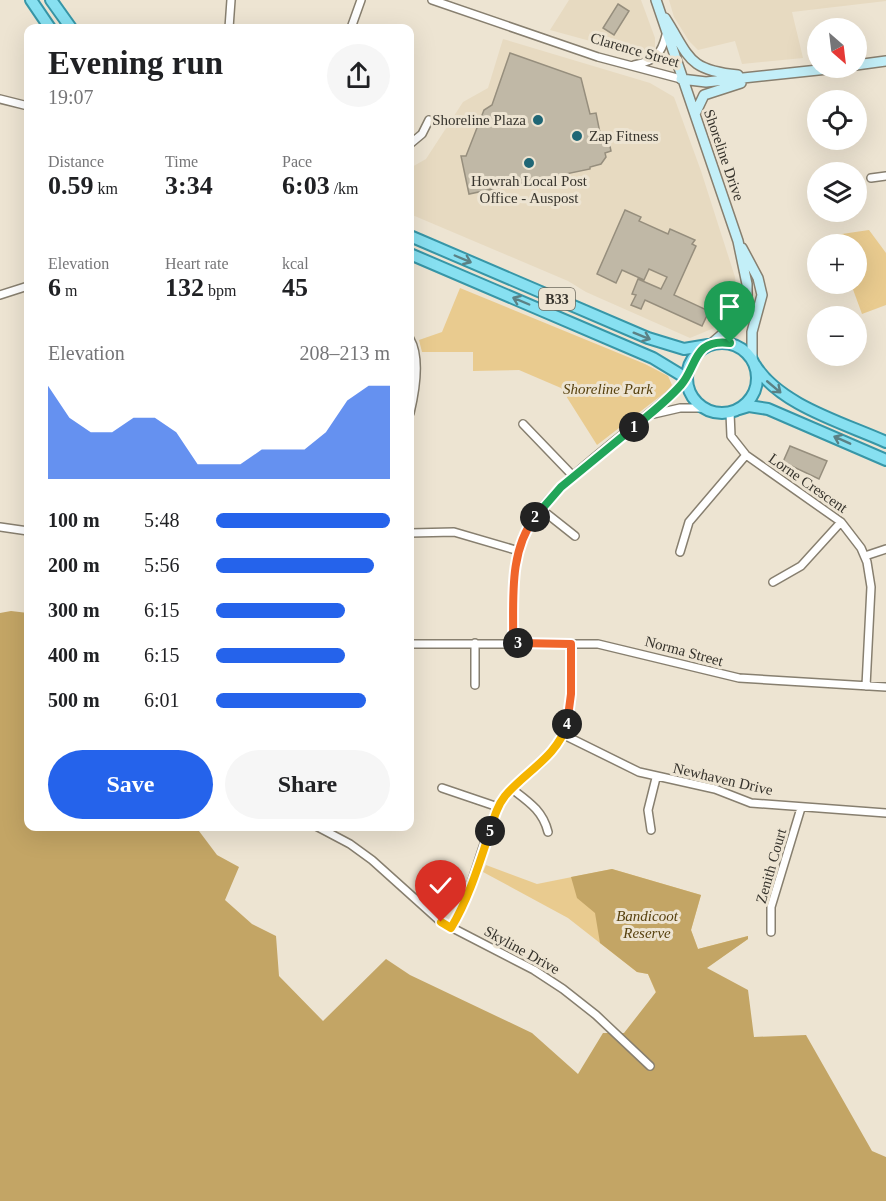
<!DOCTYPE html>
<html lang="en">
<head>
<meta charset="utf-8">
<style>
  body { margin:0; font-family:"Times New Roman",serif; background:#f6f6f6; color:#202124; height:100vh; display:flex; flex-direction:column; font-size:22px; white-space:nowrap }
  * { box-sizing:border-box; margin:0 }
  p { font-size:20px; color:#757577 }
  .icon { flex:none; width:33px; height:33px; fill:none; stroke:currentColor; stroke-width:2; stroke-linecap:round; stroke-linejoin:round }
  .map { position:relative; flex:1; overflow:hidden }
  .side { position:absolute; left:24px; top:24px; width:390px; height:807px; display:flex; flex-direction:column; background:#fff; border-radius:12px; box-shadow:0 6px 24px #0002 }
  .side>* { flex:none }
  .needle { width:39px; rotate:152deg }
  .controls { position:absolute; left:807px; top:18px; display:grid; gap:12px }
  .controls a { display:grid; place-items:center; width:60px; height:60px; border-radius:50%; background:#fff; box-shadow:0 6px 24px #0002; font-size:30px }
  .pin { position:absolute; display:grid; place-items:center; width:51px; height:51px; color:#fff; margin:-62px -26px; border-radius:50% 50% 50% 0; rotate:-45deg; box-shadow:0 0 6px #0007 }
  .pin .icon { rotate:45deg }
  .km { position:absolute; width:30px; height:30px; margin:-15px; border-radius:50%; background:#222; color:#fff; font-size:16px; line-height:30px; text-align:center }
  .round { display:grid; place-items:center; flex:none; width:63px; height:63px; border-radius:32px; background:#f6f6f6 }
  .head { display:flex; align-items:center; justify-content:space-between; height:102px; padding:0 24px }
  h1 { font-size:33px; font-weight:800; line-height:45px }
  .stats { display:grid; grid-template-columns:repeat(3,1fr); gap:9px; height:102px; padding:6px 24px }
  .stats div { display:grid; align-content:center }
  .stats b { font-size:26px; font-weight:800 }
  .stats small { font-size:16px; font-weight:400 }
  .stats p { font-size:16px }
  .chart { height:168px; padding:12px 24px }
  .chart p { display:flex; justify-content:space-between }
  .chart svg { width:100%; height:108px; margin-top:6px; fill:#2563eb; opacity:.7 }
  .action { display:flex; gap:12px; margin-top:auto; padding:12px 24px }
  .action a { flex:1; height:69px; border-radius:36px; background:#2563eb; color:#fff; font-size:24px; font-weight:800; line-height:69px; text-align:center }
  .action a+a { background:#f6f6f6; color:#202124 }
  ul { padding:0 24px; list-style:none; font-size:20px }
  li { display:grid; grid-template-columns:96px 72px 1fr; align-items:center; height:45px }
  li i { height:15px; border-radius:8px; background:#2563eb }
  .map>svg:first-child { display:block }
  .built { fill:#e7dac1 }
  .green { fill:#e9cb8f }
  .forest { fill:#c3a565 }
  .building { fill:#c0b8a6; stroke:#968e7d; stroke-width:1.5 }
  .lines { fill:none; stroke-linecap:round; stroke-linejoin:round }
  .street-casing { stroke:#877f6f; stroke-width:10 }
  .secondary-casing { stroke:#877f6f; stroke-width:12 }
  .primary-casing { stroke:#3796a7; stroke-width:14 }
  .street { stroke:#fff; stroke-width:7 }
  .secondary { stroke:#c3eff8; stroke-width:9 }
  .primary { stroke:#87e0f1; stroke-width:10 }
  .oneway { stroke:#5b8185 }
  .split-1-casing { stroke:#fff; stroke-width:12 }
  .split-2-casing { stroke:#fff; stroke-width:12 }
  .split-3-casing { stroke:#fff; stroke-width:12 }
  .split-4-casing { stroke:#fff; stroke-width:12 }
  .split-5-casing { stroke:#fff; stroke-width:12 }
  .split-6-casing { stroke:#fff; stroke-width:12 }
  .split-1 { stroke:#22a559; stroke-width:8 }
  .split-2 { stroke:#22a559; stroke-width:8 }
  .split-3 { stroke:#f0652b; stroke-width:8 }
  .split-4 { stroke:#f0652b; stroke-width:8 }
  .split-5 { stroke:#f5b400; stroke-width:8 }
  .split-6 { stroke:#f5b400; stroke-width:8 }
  .poi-dot { fill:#1f6675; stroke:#ede4d2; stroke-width:2 }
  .labels { text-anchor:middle; stroke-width:6; stroke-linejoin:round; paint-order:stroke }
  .shield { fill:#ede4d2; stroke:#6e695e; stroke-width:1.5 }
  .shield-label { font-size:14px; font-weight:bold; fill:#37342d }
  .street-label { font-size:15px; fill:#37342d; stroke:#ede4d2 }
  .poi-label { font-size:15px; fill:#37342d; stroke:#ede4d2; text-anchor:end }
  .park-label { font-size:15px; font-style:italic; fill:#57410e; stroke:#ede4d2 }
</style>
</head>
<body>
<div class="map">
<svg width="886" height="1201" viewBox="0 0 886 1201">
  <rect width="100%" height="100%" fill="#ede4d2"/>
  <path class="built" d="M 569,0 L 641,0 L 655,38 L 655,49 L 645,56 L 550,30 Z
    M 669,0 L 886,0 L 886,1 L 792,12 L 803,58 L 742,64 L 735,41 L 698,50 L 689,41 L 674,17 Z
    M 503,39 L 650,83 L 674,97 L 701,171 L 735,277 L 736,287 L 714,328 L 690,338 L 586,292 L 568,281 L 410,214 L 410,168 L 426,159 L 463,102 L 488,88 Z"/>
  <path class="green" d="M 869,230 L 886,253 L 886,305 L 862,314 L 851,284 L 856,284 L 856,244 L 838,244 L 835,235 Z
    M 460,288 L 645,364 L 668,376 L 672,385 L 667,391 L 597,445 L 561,388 L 519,370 L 473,371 L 473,352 L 422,352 L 419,340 L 442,332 Z
    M 486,865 L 537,884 L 612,869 L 701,895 L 691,930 L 698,949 L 748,936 L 748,939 L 706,968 L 671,1029 L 648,974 L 637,972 L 568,918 L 483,872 Z"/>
  <path class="forest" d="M 11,611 L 28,613 L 28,826 L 196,827 L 217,855 L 239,867 L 225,900 L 252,924 L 276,936 L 279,976 L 323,1021 L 386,959 L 410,975 L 532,1033 L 578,1074 L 603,1033 L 624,1033 L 656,992 L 648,974 L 637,972 L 600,943 L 595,913 L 577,898 L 571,877 L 612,869 L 701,895 L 691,930 L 698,949 L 748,936 L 748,939 L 707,968 L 748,990 L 754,1037 L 806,1035 L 872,1151 L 886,1157 L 886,1201 L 0,1201 L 0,613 Z"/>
  <path class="building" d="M 618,4 L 629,11 L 614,35 L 603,28 Z
    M 510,53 L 581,78 L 590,114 L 596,113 L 600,133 L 607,132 L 611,151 L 605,153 L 606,157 L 601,164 L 590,167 L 590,169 L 469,194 L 461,156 L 466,156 L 484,110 L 492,105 Z
    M 625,210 L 641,217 L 639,221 L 668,234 L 670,229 L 695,240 L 692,244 L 696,246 L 674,295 L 709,311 L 702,326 L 645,300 L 641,309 L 631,305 L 636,295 L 632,294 L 638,279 L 661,289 L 667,277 L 649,269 L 644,280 L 622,270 L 616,283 L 597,274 Z
    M 790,446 L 827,461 L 819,479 L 783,462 Z"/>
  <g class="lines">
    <g class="street-casing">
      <path id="street" d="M 432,0 L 598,57 L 681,79
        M 229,28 L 231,0
        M 351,28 L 361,0
        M 634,65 C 655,61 661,55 666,35
        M 0,99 L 28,106
        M 410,144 L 422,134 L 429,120
        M 871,178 L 886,176
        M 0,295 L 28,286
        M 410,339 C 421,358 415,392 410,413
        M 730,413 L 731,436 L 746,455 L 841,522 L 861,548 L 867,562 L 871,587 L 866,686
        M 654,414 L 680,408 L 702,408
        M 523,424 L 574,477
        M 541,509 L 575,536
        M 0,527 L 28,531
        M 410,533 L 454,532 L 519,551
        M 680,552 L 689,522 L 746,455
        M 865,556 L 886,549
        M 773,582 L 801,566 L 841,522
        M 513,643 C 514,609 511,575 521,543 C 539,486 643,427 686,379
        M 410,644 L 598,644 L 739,678 L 886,687
        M 475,685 L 475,643
        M 564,735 L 639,772 L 715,789 L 751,803 L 886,813
        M 442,788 L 498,807
        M 512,789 C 529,802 543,811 548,832
        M 316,826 L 350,844 L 372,860 L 441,922 L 534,970 L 563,989 L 596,1015 L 650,1066
        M 651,830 L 648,810 L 656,778
        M 451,928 C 473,891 480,848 497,809 C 505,791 524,778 538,766 C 577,732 571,691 571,644
        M 771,932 L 771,907 L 801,808"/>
    </g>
    <g class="secondary-casing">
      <path id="secondary" d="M 656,0 L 738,241 L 747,284 L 747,301 L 739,320 L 710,345
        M 665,18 C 690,57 687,70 738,75
        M 856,65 L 886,61
        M 681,79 L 706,82 L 837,68
        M 695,114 L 704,95 L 741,83
        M 742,248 L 758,278 L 762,295 L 752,332 L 752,359"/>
    </g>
    <g class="primary-casing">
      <path id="primary" d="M 31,0 L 50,28
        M 51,0 L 71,28
        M 410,236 L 648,338 L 684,349 L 708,345
        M 410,254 L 653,358 L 686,378
        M687 378a35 35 0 1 1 70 0a35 35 0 1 1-70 0Z
        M 755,365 C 779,405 844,423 886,442
        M 739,409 L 749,406 L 768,409 L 886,460"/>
    </g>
    <use href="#street" class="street"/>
    <use href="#secondary" class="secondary"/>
    <use href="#primary" class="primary"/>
  </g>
  <defs><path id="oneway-shaft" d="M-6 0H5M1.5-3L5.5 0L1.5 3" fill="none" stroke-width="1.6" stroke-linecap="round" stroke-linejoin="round" transform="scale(1.5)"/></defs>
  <g class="oneway">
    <use href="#oneway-shaft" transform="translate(463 259) rotate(23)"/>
    <use href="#oneway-shaft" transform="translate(521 301) rotate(-157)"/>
    <use href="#oneway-shaft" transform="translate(642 336) rotate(22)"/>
    <use href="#oneway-shaft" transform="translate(774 387) rotate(40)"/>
    <use href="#oneway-shaft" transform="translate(842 440) rotate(-156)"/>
  </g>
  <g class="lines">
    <g class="split-1-casing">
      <path id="split-1" d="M 634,427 C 650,414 667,401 681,385 C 697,367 693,338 730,343"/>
    </g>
    <g class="split-2-casing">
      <path id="split-2" d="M 535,517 L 561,487 L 634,427"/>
    </g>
    <g class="split-3-casing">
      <path id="split-3" d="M 518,643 L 513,643 C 514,601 508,553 535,517"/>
    </g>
    <g class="split-4-casing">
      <path id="split-4" d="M 518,643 L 571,644 L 571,694 L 567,724"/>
    </g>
    <g class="split-5-casing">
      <path id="split-5" d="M 490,831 C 494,818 497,806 505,796 C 526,771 557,757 567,724"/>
    </g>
    <g class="split-6-casing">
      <path id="split-6" d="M 441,922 L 451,928 C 469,898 479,864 490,831"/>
    </g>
    <use href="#split-1" class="split-1"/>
    <use href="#split-2" class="split-2"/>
    <use href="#split-3" class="split-3"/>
    <use href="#split-4" class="split-4"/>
    <use href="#split-5" class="split-5"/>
    <use href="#split-6" class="split-6"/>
  </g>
  <g class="poi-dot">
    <circle cx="538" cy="120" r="6"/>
    <circle cx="577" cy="136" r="6"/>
    <circle cx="529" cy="163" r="6"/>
  </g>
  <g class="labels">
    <rect class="shield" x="539" y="288" width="36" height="22" rx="4.5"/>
    <g class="shield-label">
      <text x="557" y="304">B33</text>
    </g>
    <g class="street-label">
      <text transform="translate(635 50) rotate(16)" y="5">Clarence Street</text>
      <text transform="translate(724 155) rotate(71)" y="5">Shoreline Drive</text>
      <text transform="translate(808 483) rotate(35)" y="5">Lorne Crescent</text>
      <text transform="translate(684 651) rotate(15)" y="5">Norma Street</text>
      <text transform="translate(723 779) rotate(13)" y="5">Newhaven Drive</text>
      <text transform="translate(771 866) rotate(-74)" y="5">Zenith Court</text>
      <text transform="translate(522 950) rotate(29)" y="5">Skyline Drive</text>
    </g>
    <g class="poi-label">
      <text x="526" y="125">Shoreline Plaza</text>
      <text x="589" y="141" text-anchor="start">Zap Fitness</text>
      <text x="529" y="186" text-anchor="middle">Howrah Local Post<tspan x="529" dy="17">Office - Auspost</tspan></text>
    </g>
    <g class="park-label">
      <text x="608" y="394">Shoreline Park</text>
      <text x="647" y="921">Bandicoot<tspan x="647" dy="17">Reserve</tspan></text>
    </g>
  </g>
</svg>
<div class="controls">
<a><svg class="needle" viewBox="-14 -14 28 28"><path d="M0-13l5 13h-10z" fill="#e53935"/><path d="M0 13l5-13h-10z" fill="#757577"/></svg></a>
<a><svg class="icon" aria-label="locate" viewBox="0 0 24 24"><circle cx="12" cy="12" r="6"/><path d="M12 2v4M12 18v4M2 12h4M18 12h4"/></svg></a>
<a><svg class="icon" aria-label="layers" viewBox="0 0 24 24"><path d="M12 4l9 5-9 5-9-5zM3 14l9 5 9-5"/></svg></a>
<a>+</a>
<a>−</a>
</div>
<div class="pin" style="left:730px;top:343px;background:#1e9e55"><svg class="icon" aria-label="arrive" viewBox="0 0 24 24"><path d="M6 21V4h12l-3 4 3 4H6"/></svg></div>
<div class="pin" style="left:441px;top:922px;background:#d93025"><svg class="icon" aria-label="check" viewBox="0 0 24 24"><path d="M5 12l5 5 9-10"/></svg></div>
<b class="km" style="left:634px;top:427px">1</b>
<b class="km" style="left:535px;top:517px">2</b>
<b class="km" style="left:518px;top:643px">3</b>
<b class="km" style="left:567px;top:724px">4</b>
<b class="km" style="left:490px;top:831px">5</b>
<section class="side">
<div class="head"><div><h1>Evening run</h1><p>19:07</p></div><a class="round"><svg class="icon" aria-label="share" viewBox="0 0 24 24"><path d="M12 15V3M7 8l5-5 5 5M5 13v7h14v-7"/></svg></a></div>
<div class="stats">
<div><p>Distance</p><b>0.59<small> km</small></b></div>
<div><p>Time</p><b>3:34</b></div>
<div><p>Pace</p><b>6:03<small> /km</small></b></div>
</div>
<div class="stats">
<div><p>Elevation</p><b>6<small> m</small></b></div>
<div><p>Heart rate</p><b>132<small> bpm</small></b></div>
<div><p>kcal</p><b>45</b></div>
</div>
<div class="chart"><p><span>Elevation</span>208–213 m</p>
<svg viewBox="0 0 160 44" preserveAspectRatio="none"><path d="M0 44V6L10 19L20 25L30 25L40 19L50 19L60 25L70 38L80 38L90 38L100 32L110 32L120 32L130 25L140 12L150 6L160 6V44z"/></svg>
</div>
<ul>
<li><b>100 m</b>5:48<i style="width:100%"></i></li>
<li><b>200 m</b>5:56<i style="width:91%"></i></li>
<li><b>300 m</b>6:15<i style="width:74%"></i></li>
<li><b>400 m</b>6:15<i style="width:74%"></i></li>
<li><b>500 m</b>6:01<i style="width:86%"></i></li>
</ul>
<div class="action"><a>Save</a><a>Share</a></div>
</section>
</div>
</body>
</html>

ACTIVITY →
Above are the entries. Output exactly the lines beginning with the line that has "display:grid; grid-template-columns:96px 72px" and ending with the line that has "fill:#c0b8a6; stroke:#968e7d; stroke-width:1.5".

ANSWER SECTION →
  li { display:grid; grid-template-columns:96px 72px 1fr; align-items:center; height:45px }
  li i { height:15px; border-radius:8px; background:#2563eb }
  .map>svg:first-child { display:block }
  .built { fill:#e7dac1 }
  .green { fill:#e9cb8f }
  .forest { fill:#c3a565 }
  .building { fill:#c0b8a6; stroke:#968e7d; stroke-width:1.5 }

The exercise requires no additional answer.